Founded in January 2020, Opera lets developers provision their CI/CD tools through a single framework. Using this framework, they can build and manage their pipelines for various use cases, including their software delivery lifecycle, infrastructure as code, and SaaS application releases. With this, Opera essentially aims to help teams set up and operate their various DevOps tools.
The company’s co-founders, Chandra Ranganathan and Kumar Chivukula, initially met at Symantec a few years ago. Ranganathan then spent the last three years at Uber, where he ran that company’s global infrastructure. Meanwhile, Chivukula ran Symantec’s hybrid cloud services.
“As part of the transformation [at Symantec], we delivered over 50+ acquisitions over time. That had led to the use of many cloud platforms, many data centers,” Ranganathan explained. “Ultimately, we had to consolidate them into a single enterprise cloud. That journey is what led us to the pain points of what led to Opera. There were many engineering teams. They all had various tools and stacks that were all needed for their own use cases.”
The challenge then was to still give developers the flexibility to choose the right tools for their use cases while also providing a mechanism for automation, visibility, and governance — and that’s ultimately the problem Opsera now aims to solve.
“In the DevOps landscape, […] there is a plethora of tools, and a lot of people are writing the glue code,” Opera co-founder Chivukula noted. “But then they’re not. They don’t have visibility. At Opera, our mission and goal are to bring order to the chaos. And the way we want to do this is by giving choice and flexibility to the users and providing no-code automation using a unified framework.”

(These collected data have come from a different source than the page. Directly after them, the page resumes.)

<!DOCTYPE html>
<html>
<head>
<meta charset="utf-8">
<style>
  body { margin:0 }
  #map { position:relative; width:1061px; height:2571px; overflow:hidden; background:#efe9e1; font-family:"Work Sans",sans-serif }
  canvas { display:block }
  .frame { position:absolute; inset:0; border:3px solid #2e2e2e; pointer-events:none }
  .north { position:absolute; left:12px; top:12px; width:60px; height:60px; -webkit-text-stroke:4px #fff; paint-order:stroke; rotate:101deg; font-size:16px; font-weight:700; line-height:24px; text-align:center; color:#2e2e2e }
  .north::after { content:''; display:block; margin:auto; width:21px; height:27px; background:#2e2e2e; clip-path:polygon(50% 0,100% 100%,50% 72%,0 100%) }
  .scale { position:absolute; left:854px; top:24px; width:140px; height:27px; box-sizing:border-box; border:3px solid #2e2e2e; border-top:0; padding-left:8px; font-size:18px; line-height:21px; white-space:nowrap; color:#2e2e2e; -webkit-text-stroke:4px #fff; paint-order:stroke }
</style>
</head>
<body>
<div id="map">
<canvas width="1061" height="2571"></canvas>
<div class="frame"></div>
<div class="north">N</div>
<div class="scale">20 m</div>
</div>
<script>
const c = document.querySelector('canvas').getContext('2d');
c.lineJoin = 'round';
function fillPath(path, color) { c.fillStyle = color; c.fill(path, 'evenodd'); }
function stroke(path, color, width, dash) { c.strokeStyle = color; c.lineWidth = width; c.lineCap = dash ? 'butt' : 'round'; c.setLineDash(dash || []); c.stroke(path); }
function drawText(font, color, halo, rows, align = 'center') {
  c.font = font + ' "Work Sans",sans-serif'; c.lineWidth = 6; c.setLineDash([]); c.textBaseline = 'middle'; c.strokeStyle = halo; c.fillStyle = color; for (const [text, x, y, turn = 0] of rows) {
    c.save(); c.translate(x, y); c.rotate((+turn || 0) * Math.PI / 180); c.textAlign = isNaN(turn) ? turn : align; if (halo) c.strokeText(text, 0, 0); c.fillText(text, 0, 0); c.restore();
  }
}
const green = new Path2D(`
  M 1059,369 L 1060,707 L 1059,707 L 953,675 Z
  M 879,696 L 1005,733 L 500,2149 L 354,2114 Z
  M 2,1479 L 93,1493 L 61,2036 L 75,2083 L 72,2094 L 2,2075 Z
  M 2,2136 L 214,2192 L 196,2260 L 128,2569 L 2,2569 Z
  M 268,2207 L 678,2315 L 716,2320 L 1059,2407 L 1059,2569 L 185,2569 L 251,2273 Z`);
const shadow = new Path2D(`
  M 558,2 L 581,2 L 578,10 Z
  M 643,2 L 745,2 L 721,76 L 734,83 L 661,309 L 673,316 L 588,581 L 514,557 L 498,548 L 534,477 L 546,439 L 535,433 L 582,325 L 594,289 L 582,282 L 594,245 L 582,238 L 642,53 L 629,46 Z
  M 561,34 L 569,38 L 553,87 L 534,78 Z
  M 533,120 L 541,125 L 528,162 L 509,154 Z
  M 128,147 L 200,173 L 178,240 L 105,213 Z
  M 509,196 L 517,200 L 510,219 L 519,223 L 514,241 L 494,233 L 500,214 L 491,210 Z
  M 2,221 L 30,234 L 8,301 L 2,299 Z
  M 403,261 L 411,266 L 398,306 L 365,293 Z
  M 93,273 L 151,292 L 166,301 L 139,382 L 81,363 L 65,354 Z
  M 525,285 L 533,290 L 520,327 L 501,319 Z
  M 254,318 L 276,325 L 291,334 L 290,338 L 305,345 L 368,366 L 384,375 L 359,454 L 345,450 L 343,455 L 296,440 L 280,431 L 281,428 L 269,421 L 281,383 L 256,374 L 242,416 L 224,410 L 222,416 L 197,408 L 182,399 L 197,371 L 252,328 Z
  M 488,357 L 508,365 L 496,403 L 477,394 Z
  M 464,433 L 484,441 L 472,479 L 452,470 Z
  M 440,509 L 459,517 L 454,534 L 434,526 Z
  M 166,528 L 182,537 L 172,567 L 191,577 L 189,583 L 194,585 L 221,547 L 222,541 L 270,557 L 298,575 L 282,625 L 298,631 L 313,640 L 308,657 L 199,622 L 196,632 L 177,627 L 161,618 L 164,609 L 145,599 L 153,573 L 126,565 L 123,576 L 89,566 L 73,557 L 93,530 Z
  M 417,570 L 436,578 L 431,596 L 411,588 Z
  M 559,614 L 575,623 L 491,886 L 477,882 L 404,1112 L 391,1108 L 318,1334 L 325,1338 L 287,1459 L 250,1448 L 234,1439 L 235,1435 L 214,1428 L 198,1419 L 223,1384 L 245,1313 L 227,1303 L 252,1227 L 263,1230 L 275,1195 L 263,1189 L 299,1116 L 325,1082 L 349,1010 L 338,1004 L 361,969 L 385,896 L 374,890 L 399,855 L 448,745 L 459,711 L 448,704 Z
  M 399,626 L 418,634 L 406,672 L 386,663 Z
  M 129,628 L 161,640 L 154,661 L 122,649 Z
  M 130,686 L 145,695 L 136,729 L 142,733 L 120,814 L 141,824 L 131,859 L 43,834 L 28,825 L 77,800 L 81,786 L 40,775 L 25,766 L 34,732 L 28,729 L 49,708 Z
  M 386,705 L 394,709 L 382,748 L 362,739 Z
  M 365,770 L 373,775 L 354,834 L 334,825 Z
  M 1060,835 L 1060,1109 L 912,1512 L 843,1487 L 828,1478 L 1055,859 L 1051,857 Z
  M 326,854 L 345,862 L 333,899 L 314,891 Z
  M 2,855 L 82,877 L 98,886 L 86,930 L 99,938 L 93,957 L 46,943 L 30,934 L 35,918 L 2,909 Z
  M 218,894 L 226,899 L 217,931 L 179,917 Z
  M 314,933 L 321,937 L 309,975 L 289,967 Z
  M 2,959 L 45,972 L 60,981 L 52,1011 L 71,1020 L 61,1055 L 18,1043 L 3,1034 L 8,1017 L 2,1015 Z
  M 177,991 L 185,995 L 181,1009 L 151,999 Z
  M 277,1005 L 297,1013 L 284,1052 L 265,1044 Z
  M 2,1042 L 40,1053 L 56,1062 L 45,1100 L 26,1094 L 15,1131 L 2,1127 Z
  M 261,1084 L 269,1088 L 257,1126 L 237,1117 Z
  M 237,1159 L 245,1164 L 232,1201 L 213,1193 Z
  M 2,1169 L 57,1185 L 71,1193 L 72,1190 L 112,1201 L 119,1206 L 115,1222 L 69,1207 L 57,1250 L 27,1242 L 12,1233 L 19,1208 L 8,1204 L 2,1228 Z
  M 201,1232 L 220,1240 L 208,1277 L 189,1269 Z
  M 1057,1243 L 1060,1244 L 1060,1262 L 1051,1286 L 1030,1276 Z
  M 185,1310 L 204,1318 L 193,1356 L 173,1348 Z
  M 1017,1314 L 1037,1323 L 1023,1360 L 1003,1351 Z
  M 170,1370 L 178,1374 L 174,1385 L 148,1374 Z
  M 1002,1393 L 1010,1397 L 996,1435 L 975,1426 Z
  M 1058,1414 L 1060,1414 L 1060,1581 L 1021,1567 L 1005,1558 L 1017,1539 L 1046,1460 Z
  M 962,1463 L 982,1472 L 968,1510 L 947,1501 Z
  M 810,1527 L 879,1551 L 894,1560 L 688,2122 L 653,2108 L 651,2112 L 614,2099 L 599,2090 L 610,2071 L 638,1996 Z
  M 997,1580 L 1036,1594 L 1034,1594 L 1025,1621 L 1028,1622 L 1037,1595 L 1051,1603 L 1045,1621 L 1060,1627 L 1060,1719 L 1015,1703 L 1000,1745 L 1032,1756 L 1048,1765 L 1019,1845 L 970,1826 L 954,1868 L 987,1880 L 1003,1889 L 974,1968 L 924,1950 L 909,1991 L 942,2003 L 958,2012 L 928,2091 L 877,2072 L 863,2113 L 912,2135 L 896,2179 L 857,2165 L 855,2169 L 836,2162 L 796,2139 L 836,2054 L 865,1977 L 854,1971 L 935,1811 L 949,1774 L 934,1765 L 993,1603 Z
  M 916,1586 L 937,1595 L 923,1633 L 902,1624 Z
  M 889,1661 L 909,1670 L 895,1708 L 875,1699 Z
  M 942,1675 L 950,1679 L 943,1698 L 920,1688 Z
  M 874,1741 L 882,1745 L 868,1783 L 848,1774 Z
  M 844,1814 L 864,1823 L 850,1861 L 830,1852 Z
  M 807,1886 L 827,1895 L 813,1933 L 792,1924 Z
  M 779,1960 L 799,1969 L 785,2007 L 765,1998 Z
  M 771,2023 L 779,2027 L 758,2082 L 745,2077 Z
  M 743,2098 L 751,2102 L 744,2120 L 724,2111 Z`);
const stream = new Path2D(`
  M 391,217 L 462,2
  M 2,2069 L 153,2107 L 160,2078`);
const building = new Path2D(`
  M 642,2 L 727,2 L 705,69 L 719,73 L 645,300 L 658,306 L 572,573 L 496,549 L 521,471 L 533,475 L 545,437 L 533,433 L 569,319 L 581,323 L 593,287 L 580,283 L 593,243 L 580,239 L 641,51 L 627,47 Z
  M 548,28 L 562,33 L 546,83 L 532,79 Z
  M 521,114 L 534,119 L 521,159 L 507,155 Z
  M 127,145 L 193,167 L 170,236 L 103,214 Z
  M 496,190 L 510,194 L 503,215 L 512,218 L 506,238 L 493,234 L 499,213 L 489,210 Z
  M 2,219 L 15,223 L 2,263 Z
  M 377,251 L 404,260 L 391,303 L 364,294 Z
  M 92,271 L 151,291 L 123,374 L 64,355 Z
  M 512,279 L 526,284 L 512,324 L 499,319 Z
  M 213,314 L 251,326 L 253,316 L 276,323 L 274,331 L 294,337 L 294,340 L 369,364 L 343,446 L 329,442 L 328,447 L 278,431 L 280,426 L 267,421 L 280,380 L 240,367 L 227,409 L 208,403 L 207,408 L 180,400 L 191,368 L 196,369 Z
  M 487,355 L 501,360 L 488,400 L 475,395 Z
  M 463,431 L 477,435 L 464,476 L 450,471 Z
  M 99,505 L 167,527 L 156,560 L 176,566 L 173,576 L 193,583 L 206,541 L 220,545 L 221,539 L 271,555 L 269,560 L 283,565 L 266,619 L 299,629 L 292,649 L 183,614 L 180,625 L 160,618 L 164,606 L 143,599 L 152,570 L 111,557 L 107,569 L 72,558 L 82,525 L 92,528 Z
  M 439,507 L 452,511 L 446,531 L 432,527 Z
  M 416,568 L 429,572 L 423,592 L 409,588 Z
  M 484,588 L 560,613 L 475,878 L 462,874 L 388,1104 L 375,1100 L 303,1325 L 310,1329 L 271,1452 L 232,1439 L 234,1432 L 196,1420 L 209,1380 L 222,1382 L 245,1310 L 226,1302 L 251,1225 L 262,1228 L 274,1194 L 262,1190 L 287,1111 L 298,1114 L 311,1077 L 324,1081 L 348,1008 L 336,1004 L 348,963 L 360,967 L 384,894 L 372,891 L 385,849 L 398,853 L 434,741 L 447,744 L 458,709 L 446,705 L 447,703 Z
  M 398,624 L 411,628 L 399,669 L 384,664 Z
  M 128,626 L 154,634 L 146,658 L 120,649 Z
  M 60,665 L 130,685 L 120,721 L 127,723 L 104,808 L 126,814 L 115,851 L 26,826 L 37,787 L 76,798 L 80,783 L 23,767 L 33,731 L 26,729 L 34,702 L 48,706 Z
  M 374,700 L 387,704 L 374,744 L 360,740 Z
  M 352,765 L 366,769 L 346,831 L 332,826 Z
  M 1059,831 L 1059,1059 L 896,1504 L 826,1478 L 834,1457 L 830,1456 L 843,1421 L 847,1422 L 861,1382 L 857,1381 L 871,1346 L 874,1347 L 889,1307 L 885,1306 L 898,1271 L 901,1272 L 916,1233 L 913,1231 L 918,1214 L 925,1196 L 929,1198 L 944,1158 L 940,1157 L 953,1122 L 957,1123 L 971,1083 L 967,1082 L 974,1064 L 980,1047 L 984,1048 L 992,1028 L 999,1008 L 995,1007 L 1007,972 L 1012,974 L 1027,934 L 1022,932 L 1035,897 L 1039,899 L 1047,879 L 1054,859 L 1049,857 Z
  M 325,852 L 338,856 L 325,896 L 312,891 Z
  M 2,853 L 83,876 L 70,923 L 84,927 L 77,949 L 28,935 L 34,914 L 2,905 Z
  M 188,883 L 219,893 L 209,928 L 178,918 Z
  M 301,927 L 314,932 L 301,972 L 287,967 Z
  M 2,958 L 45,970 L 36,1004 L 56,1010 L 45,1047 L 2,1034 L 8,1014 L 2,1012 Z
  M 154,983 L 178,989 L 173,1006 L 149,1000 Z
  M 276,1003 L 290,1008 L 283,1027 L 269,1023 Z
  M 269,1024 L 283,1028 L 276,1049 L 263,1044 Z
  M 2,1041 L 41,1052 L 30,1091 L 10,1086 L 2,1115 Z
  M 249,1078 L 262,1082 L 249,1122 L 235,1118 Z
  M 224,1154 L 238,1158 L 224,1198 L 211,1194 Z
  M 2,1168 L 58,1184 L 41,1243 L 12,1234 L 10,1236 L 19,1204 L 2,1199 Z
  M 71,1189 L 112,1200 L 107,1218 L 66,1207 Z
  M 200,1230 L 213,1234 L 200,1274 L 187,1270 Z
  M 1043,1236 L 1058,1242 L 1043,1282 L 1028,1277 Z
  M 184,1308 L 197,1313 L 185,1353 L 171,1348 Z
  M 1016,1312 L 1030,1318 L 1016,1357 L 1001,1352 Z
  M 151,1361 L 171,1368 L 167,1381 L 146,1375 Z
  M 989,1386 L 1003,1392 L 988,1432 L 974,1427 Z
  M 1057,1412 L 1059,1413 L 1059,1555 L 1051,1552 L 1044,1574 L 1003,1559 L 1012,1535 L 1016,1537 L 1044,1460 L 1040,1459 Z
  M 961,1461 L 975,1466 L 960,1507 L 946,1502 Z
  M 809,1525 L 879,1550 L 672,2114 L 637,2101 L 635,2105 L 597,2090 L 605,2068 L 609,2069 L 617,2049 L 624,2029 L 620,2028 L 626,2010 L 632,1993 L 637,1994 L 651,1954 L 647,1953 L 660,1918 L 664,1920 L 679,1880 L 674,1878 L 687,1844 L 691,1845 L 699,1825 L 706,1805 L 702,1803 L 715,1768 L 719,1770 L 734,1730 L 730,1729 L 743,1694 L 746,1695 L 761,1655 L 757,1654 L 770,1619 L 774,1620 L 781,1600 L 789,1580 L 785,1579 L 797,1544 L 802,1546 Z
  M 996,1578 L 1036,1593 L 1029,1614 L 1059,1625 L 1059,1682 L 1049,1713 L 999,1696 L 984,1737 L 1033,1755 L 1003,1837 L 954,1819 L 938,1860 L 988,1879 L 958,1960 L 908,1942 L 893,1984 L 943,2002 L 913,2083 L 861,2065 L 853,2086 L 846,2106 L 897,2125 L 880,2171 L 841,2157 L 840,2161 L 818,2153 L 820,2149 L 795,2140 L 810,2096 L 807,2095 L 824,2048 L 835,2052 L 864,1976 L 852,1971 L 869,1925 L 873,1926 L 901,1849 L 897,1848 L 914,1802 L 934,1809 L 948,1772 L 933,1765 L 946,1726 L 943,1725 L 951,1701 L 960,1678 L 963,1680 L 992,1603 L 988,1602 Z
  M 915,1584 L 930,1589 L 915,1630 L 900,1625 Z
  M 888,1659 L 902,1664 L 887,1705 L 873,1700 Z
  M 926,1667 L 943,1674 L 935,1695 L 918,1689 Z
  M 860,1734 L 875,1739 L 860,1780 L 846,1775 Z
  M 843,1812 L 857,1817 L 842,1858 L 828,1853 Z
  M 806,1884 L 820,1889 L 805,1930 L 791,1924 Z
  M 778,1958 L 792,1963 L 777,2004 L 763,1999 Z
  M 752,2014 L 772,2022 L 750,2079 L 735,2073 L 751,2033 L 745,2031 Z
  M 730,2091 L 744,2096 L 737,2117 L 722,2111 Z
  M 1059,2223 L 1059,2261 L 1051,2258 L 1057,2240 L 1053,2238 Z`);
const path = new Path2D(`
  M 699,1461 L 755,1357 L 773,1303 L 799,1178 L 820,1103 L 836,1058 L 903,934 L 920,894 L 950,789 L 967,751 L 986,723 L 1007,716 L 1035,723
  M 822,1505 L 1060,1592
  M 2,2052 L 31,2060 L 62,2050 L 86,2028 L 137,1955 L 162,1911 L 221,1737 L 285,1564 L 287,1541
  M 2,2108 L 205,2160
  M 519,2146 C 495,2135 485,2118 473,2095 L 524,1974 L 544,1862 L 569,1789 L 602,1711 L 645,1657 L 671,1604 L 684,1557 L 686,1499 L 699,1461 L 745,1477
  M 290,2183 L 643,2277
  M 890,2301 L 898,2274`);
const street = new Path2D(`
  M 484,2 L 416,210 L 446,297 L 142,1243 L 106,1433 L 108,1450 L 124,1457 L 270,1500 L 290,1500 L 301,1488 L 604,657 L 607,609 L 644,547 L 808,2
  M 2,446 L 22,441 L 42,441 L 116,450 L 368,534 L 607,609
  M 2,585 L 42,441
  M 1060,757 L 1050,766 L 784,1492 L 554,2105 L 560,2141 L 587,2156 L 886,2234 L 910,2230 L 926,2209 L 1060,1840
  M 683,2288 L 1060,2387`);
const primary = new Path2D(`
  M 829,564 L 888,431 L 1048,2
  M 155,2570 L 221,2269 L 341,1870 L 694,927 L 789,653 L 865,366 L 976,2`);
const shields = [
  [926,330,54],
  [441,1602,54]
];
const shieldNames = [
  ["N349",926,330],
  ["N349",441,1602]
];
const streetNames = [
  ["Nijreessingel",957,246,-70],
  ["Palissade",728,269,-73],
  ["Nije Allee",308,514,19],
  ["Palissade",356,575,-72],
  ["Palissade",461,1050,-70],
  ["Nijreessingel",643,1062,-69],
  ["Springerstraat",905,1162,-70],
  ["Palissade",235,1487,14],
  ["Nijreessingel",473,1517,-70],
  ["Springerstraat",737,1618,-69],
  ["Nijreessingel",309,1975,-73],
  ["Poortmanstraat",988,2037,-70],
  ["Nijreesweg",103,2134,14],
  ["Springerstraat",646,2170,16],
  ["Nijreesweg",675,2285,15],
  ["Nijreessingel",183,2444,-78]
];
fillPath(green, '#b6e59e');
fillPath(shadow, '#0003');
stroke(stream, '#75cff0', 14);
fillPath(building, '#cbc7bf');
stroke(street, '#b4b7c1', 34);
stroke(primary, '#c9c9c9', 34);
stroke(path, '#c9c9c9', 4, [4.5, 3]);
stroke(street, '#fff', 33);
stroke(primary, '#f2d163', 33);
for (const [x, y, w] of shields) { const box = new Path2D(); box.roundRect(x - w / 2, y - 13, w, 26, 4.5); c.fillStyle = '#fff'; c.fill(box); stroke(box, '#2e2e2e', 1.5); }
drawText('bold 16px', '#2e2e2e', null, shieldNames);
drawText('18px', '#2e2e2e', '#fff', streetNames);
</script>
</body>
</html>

Wesley Chan, a managing director for Felicis Ventures who will join the Opera board, also noted that one of the following significant areas for growth in DevOps is how orchestration and release management are handled.
“We spoke to a lot of startups who are all using black-box tools because they’ve built their engineering organization and their DevOps from scratch,” Chan said. “That’s fine if you’re starting from scratch and you just hired a bunch of people outside of Google, and they’re all very sophisticated. But then, when you talk to some of the larger companies. […] You just have all these different teams and tools — and it gets unwieldy and complex.”
Unlike some other tools, Chan argues, Opera allows its users the flexibility to interface with this wide variety of existing internal systems and tools for managing the software lifecycle and releases. “This is why we got so interested in investing because we just heard from all the folks that this is the right tool. There’s no way we’re throwing out a bunch of our internal stuff.
This would just wreak havoc on our engineering team,” Chan explained. He believes that building with this broad existing ecosystem in mind — and integrating with it without forcing users onto an entirely new platform — and its ability to reduce friction for these teams is what will ultimately make Opera successful. Opera plans to use the new funding to grow its engineering team and accelerate its go-to-market efforts.